**WORKING DATA**

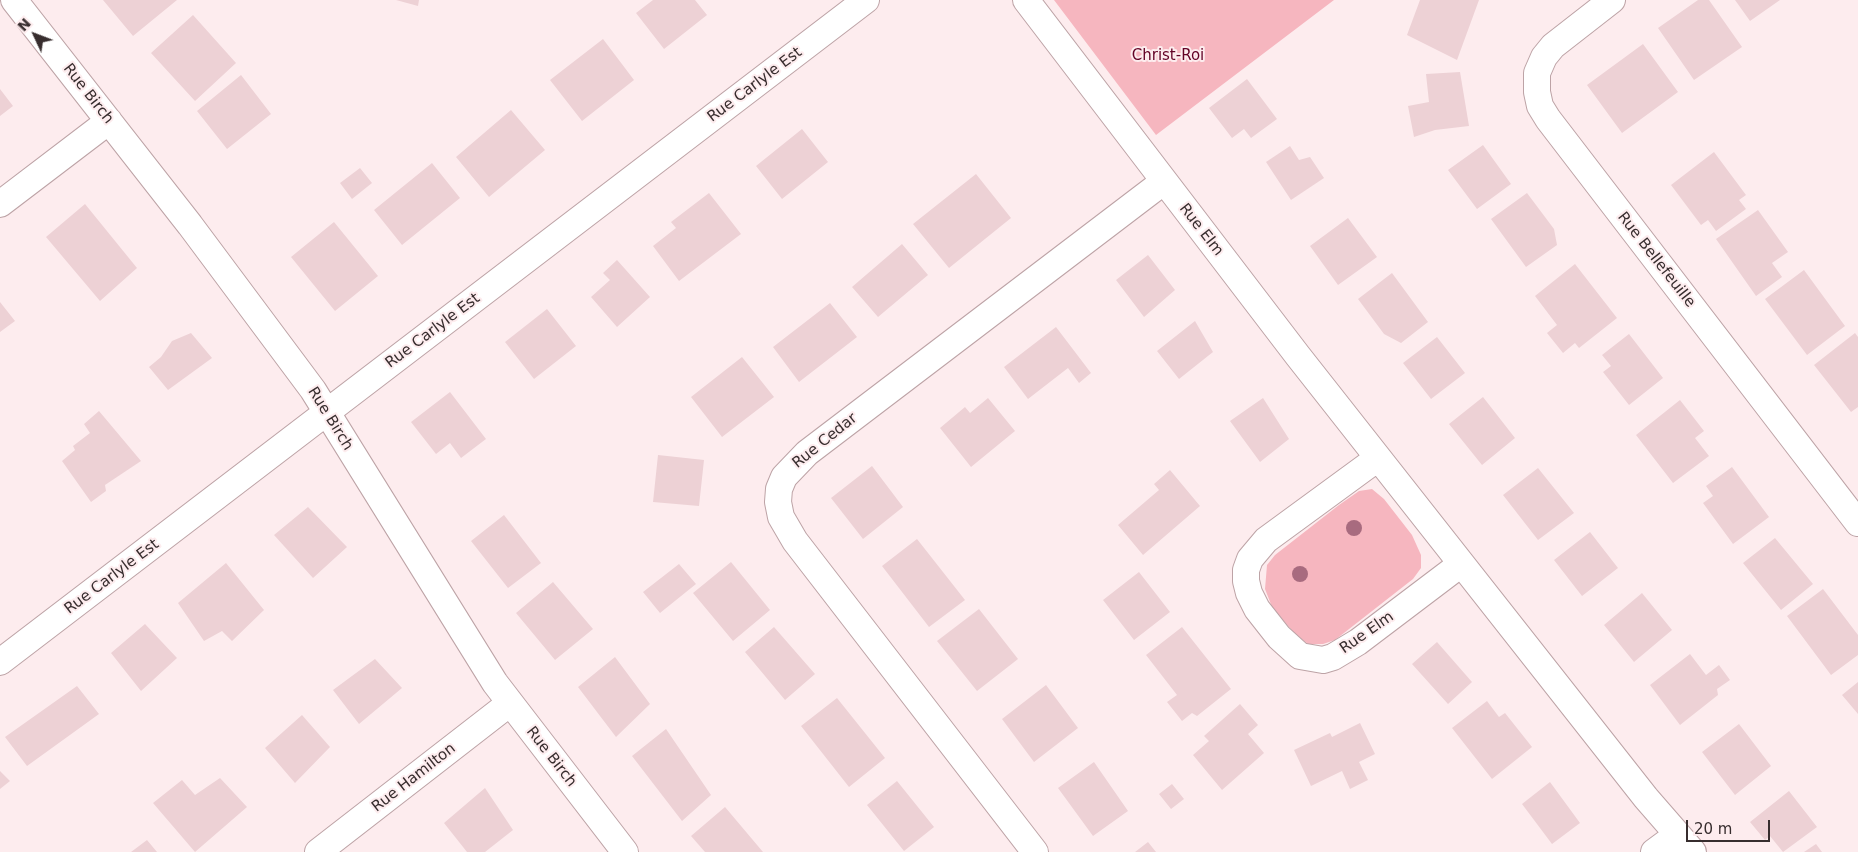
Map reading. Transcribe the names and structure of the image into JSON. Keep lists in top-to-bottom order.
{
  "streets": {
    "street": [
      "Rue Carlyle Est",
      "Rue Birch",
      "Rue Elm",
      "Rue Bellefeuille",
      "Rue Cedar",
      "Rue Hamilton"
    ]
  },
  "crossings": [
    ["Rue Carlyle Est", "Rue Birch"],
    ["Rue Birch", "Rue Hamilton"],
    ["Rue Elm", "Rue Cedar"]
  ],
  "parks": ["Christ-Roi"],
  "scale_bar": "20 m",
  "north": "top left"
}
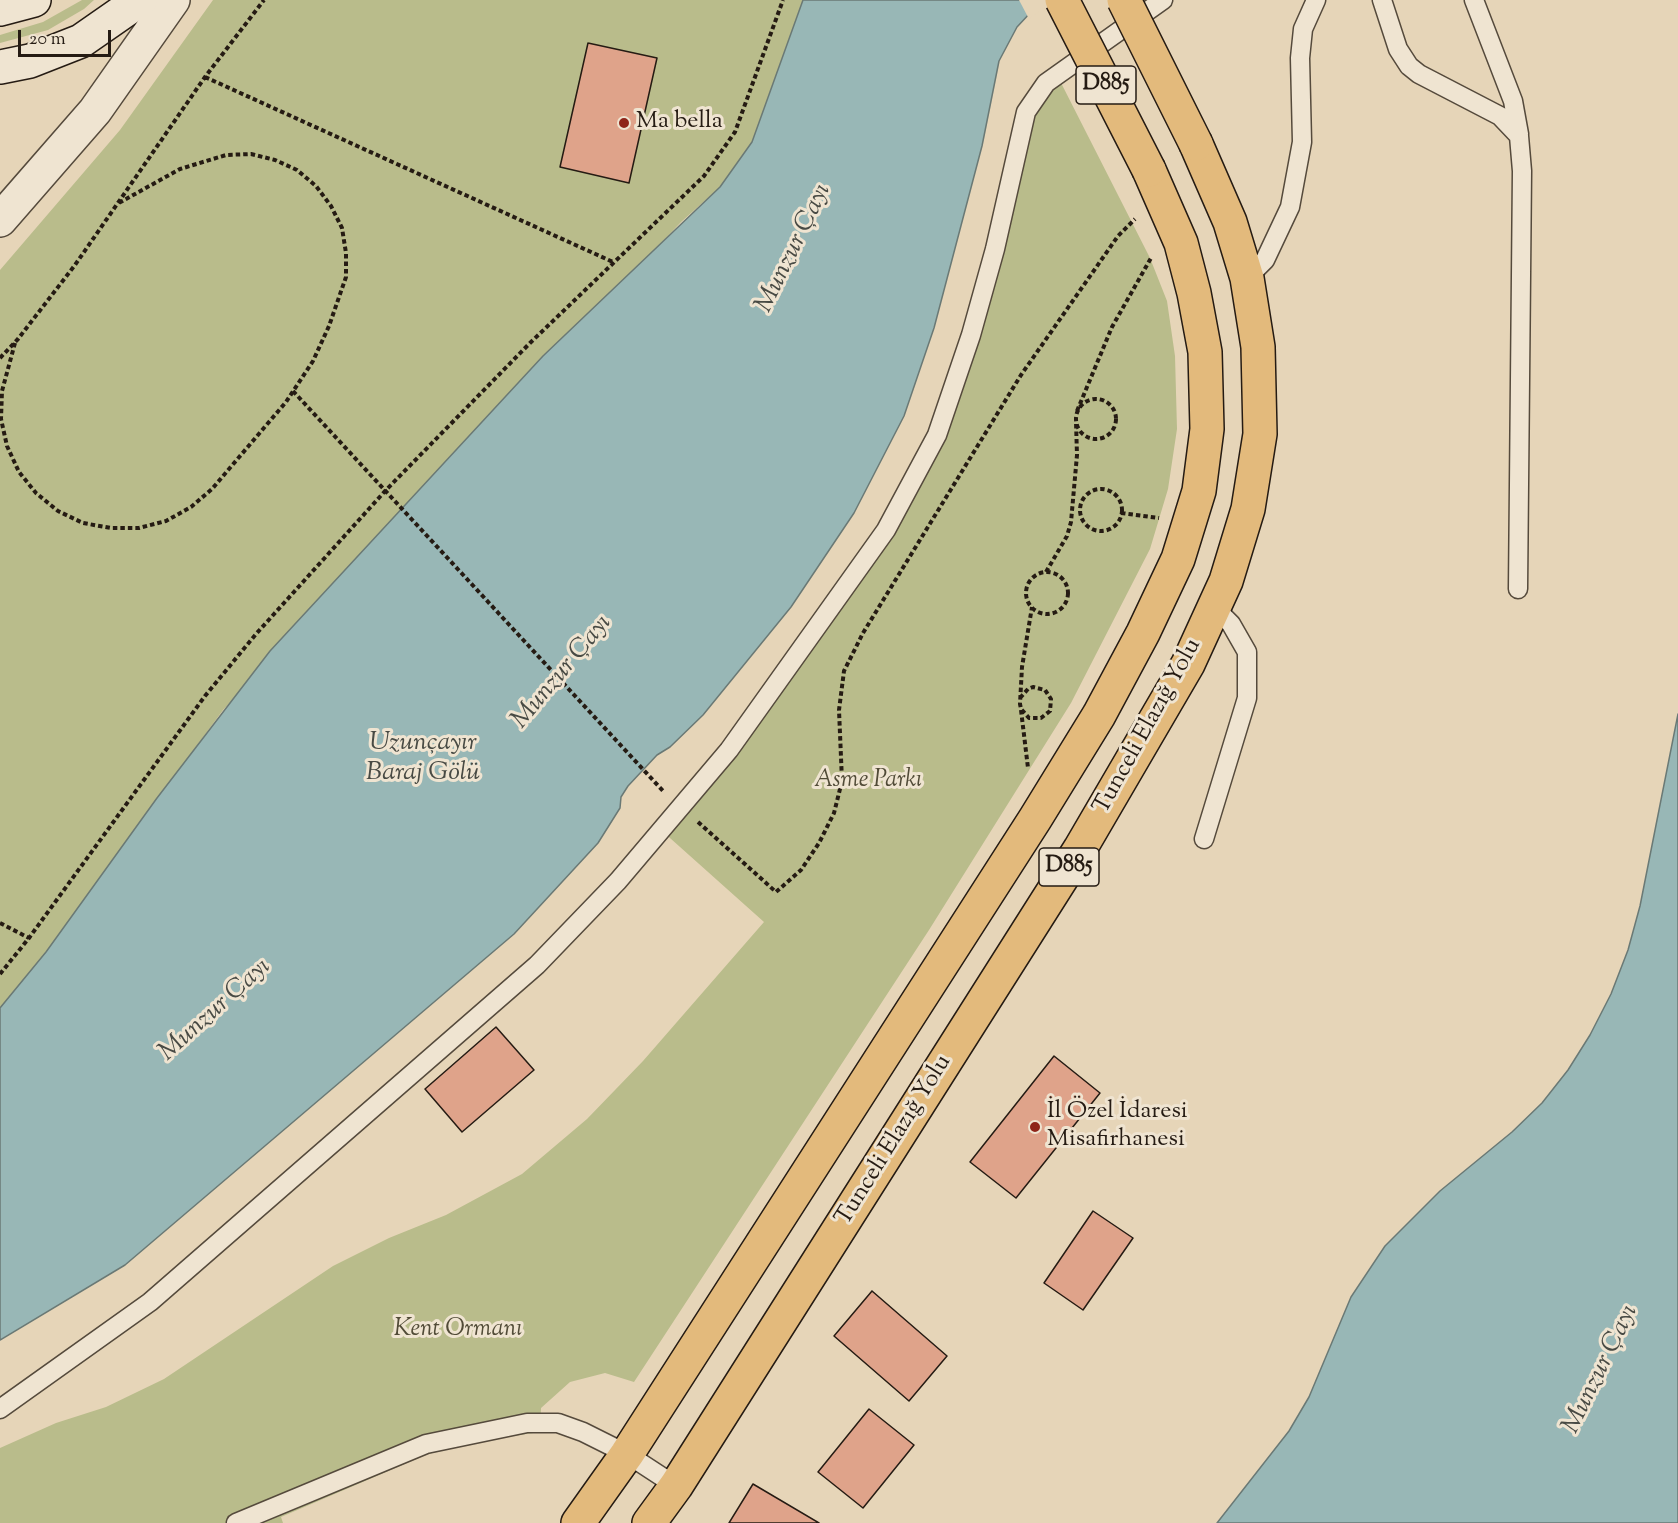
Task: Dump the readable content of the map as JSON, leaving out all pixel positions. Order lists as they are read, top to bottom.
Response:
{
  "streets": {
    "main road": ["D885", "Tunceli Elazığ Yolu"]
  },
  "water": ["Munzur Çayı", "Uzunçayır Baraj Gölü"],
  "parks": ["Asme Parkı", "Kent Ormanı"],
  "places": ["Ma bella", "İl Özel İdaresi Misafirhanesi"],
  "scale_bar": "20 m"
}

**TASK PROMPT**
Repeat word for word each line from the one with "Task: Dump the" to the end of the records above, inclusive.

**PROBLEM SOLUTION**
Task: Dump the readable content of the map as JSON, leaving out all pixel positions. Order lists as they are read, top to bottom.
Response:
{
  "streets": {
    "main road": ["D885", "Tunceli Elazığ Yolu"]
  },
  "water": ["Munzur Çayı", "Uzunçayır Baraj Gölü"],
  "parks": ["Asme Parkı", "Kent Ormanı"],
  "places": ["Ma bella", "İl Özel İdaresi Misafirhanesi"],
  "scale_bar": "20 m"
}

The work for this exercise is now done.